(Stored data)
=======

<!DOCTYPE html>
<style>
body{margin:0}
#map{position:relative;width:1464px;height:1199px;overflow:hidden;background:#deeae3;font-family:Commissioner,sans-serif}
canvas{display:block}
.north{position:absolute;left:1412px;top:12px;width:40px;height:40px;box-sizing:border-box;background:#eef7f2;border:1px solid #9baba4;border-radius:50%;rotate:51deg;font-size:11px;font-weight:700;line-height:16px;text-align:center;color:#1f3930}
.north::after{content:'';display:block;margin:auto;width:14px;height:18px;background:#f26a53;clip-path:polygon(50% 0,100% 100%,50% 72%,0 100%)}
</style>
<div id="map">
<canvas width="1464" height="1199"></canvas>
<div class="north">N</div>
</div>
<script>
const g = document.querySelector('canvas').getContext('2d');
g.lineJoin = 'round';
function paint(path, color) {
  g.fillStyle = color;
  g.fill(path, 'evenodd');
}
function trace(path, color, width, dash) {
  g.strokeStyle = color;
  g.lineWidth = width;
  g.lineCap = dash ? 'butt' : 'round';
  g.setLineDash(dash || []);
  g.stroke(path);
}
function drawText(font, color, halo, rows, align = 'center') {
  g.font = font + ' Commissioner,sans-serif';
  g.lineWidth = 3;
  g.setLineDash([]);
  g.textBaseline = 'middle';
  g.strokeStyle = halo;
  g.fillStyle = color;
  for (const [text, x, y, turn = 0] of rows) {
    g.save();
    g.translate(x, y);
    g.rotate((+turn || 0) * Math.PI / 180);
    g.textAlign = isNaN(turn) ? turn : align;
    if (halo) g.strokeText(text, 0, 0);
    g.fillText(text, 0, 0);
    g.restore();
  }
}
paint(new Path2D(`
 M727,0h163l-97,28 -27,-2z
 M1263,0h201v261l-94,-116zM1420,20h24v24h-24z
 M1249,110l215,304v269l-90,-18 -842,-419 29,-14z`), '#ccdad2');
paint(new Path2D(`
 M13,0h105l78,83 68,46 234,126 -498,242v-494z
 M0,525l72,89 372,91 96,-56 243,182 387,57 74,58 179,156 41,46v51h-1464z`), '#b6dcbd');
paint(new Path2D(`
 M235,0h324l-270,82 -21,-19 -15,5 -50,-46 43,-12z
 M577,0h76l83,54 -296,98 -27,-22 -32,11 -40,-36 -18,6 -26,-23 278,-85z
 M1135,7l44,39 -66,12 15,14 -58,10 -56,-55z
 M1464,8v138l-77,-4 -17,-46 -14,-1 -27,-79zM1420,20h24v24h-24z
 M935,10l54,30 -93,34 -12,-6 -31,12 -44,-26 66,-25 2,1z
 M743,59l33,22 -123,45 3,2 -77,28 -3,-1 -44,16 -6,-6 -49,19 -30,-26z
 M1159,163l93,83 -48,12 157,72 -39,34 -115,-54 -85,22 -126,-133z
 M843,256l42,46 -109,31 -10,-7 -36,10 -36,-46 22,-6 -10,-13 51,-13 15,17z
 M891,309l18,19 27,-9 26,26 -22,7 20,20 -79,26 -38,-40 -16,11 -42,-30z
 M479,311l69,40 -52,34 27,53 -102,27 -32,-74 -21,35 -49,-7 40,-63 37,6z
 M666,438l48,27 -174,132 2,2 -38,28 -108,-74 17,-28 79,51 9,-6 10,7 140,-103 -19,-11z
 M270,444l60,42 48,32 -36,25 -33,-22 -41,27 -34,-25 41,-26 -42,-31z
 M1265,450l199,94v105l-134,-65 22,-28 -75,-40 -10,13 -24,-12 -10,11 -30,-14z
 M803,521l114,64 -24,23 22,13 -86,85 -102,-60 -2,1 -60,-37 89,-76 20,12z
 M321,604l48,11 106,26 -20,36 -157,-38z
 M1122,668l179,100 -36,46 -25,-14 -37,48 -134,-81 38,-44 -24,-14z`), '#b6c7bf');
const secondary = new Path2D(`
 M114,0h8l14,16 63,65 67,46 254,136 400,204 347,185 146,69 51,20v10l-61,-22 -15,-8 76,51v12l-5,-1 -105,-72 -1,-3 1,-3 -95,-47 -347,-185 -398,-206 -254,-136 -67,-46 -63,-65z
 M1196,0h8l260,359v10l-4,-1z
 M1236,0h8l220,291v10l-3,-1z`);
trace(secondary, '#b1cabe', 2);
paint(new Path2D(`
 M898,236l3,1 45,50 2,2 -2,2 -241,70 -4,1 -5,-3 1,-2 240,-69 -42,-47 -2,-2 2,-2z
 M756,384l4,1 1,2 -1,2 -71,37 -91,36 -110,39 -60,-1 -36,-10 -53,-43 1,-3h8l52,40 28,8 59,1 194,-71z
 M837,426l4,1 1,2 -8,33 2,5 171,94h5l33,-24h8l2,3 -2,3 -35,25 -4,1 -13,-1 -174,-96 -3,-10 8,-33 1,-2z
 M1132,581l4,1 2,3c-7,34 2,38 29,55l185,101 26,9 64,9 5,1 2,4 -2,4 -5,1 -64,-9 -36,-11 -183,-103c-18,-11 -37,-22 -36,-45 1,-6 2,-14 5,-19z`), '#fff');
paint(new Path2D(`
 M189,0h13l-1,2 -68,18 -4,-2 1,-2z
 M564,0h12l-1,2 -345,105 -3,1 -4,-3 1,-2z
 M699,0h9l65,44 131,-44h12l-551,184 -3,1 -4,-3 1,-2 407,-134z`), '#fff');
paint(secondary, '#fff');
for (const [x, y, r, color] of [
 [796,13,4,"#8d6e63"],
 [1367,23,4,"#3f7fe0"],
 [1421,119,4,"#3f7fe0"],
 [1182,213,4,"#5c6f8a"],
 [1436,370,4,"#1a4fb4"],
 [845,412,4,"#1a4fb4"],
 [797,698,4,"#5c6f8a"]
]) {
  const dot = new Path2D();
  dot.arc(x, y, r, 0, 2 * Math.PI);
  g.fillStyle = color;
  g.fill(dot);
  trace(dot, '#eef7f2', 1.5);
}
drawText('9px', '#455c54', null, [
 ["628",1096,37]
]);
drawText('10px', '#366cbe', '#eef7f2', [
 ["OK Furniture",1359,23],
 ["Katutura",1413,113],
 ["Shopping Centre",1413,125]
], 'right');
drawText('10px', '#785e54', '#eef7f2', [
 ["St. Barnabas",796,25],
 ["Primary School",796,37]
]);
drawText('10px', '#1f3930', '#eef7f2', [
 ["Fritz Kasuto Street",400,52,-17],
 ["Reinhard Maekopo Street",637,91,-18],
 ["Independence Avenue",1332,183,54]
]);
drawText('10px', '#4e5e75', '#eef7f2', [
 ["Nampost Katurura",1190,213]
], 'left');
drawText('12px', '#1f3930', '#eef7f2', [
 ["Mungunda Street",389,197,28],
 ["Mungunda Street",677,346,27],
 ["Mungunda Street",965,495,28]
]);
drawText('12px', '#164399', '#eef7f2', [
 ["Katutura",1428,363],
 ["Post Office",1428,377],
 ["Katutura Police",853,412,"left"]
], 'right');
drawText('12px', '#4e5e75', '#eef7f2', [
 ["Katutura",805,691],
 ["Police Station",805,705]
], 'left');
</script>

=======

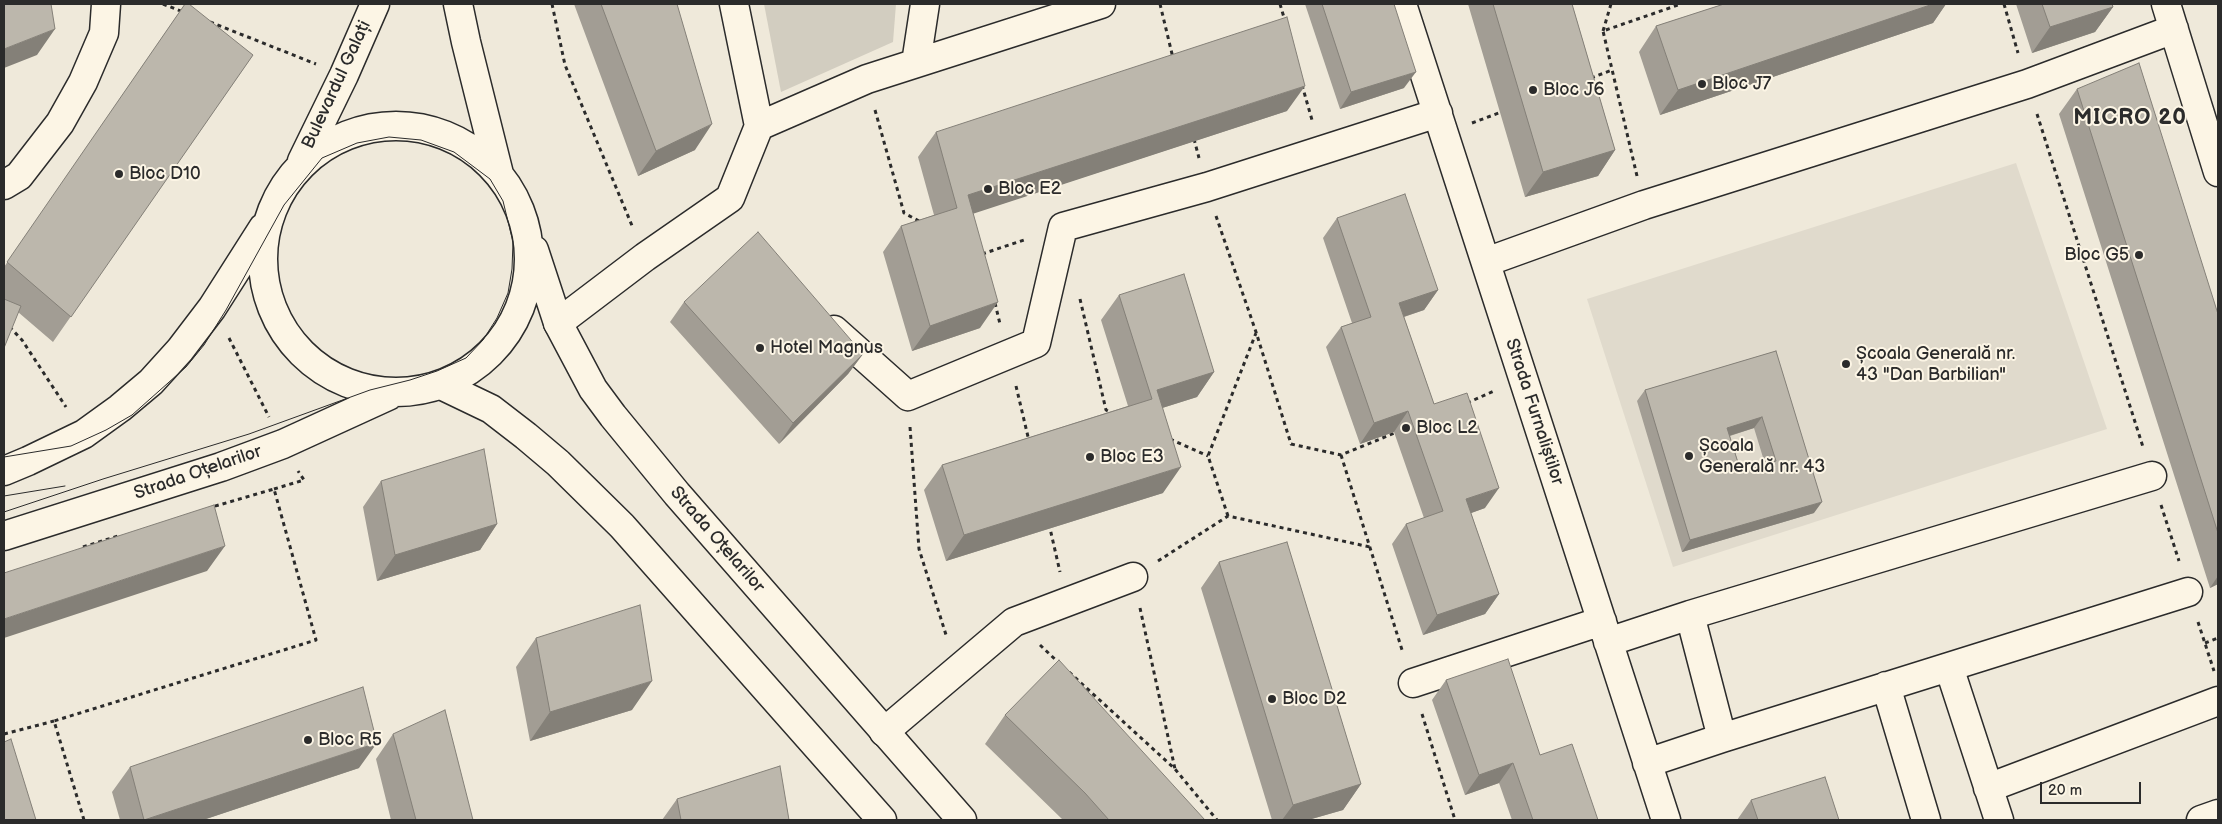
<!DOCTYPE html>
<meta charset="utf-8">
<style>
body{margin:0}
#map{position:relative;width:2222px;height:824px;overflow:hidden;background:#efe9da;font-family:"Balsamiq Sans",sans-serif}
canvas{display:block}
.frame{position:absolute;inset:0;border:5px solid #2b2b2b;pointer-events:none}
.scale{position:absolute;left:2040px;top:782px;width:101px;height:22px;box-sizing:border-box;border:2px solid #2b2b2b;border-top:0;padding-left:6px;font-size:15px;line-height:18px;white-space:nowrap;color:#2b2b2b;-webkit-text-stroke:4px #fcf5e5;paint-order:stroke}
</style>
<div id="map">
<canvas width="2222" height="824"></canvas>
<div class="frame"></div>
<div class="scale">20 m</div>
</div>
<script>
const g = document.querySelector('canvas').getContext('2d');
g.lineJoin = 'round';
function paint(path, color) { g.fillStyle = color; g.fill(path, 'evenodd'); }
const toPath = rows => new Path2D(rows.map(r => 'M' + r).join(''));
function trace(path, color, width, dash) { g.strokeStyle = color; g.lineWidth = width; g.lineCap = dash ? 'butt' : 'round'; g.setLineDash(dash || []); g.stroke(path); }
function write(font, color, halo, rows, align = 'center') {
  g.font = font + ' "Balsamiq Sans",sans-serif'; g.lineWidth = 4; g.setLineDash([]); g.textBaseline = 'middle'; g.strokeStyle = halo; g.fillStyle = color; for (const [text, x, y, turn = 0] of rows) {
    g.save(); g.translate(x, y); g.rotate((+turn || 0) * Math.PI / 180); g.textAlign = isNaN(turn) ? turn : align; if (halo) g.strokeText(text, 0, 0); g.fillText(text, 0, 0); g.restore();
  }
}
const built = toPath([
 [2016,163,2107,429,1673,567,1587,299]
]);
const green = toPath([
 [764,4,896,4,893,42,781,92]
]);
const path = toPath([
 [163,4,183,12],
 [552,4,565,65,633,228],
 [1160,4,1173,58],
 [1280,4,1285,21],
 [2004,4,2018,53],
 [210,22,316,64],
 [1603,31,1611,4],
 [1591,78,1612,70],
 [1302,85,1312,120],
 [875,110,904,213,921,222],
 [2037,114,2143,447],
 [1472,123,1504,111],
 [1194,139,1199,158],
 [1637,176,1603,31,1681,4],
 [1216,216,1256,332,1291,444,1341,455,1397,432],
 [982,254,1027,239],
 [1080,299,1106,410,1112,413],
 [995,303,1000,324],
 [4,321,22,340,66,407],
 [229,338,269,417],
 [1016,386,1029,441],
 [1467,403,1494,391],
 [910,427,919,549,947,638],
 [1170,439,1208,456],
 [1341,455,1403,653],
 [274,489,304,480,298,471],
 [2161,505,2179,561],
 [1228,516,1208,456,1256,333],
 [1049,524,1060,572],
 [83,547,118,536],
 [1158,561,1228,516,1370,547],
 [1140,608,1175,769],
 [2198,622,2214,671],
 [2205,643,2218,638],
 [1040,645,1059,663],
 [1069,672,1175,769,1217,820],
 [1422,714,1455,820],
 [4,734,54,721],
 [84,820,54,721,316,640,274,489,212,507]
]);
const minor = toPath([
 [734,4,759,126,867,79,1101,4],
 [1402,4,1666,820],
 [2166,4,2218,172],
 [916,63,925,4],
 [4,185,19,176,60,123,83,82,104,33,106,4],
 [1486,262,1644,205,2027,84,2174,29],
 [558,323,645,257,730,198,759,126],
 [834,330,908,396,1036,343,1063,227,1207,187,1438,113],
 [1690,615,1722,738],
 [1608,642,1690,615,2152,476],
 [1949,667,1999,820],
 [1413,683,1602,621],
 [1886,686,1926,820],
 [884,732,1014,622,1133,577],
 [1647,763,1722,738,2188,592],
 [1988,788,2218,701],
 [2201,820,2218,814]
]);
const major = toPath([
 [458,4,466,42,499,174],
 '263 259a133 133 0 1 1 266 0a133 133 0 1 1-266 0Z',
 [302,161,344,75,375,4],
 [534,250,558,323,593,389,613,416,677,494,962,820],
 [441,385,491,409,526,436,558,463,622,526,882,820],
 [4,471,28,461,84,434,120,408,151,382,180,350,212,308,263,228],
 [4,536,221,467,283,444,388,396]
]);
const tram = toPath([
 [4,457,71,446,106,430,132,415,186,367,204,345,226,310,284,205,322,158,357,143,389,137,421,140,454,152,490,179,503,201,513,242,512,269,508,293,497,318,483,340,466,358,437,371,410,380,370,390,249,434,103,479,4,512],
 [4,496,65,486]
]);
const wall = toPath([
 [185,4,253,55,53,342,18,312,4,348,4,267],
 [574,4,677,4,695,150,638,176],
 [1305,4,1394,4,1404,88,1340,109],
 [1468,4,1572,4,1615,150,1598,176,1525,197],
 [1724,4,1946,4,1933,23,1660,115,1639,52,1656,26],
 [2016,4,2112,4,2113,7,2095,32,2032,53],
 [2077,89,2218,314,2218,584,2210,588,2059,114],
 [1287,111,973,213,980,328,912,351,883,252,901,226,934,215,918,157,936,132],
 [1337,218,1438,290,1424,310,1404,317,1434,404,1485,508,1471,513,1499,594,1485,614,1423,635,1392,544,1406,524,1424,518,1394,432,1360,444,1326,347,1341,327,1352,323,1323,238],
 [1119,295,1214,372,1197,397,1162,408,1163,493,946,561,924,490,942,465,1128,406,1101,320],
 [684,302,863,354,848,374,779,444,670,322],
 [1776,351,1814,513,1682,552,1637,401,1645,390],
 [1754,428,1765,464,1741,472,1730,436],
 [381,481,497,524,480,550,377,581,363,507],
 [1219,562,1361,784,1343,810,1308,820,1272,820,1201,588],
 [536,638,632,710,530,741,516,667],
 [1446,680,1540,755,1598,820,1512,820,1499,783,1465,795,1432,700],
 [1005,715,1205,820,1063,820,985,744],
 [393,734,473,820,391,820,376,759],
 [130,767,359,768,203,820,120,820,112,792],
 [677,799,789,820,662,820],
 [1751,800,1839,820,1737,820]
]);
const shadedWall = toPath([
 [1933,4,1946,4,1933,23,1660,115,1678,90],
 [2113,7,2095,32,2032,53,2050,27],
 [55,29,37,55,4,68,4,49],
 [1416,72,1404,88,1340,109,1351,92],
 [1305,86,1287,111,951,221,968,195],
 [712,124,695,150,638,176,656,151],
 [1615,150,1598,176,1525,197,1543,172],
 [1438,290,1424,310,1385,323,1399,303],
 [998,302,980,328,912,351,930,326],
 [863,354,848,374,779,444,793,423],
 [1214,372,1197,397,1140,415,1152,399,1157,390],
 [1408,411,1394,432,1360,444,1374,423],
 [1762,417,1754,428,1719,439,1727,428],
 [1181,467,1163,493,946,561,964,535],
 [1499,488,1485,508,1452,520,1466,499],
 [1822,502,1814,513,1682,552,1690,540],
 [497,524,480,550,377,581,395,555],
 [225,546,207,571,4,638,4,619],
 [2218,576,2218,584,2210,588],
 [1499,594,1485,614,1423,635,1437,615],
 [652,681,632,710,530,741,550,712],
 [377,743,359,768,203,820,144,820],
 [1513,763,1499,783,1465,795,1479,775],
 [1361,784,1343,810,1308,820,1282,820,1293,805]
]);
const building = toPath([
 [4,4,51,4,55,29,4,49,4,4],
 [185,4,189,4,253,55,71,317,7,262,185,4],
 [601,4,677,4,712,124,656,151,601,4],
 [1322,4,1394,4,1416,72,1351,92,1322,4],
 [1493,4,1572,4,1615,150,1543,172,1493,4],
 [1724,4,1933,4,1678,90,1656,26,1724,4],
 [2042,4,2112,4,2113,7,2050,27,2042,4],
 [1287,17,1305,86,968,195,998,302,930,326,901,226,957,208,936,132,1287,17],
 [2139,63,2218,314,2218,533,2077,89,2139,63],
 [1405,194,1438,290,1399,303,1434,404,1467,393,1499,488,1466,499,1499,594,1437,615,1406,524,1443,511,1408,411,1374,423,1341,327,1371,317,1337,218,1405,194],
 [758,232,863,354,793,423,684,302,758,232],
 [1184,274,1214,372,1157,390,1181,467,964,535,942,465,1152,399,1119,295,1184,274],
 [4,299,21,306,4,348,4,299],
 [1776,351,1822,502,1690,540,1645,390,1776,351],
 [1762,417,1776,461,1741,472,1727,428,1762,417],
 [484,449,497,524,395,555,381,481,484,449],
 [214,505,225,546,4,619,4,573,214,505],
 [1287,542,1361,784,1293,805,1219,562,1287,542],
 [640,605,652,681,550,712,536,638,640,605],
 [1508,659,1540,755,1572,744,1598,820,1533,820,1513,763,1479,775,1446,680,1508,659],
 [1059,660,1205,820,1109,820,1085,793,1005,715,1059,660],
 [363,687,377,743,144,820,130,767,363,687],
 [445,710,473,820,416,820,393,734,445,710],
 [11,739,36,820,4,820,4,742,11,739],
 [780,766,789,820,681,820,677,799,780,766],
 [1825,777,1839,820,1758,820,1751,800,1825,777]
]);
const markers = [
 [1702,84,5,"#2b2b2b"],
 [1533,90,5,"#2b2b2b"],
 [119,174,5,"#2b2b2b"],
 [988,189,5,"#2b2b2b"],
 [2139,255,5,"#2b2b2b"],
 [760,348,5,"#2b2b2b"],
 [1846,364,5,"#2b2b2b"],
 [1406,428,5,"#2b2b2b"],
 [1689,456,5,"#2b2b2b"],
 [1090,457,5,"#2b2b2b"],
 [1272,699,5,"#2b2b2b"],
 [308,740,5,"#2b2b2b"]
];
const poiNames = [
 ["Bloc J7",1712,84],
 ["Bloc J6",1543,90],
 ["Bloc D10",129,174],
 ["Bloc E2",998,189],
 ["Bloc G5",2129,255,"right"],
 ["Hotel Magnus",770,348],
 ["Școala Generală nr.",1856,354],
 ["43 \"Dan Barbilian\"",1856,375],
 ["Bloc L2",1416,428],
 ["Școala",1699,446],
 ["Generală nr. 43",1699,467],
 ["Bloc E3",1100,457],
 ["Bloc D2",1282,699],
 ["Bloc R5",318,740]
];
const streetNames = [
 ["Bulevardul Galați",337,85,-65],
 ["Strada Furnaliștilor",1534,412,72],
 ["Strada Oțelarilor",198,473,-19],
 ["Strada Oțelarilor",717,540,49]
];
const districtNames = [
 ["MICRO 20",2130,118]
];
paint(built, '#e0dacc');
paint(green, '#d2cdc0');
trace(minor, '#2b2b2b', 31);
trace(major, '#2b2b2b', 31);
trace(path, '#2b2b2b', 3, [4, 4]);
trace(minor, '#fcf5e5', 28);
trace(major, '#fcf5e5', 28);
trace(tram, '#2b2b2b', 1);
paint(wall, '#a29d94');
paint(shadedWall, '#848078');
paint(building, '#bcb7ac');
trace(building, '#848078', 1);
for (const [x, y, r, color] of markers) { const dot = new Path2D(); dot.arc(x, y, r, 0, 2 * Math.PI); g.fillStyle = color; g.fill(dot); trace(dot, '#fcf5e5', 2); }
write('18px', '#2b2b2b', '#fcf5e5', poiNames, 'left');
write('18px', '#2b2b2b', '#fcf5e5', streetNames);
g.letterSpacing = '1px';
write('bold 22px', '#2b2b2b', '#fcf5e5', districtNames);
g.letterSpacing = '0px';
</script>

=======

#### TASK OBJECTIVE
Only the number of lines above that contain "strokeStyle" should be given as the answer.

#### TASK SOLUTION
4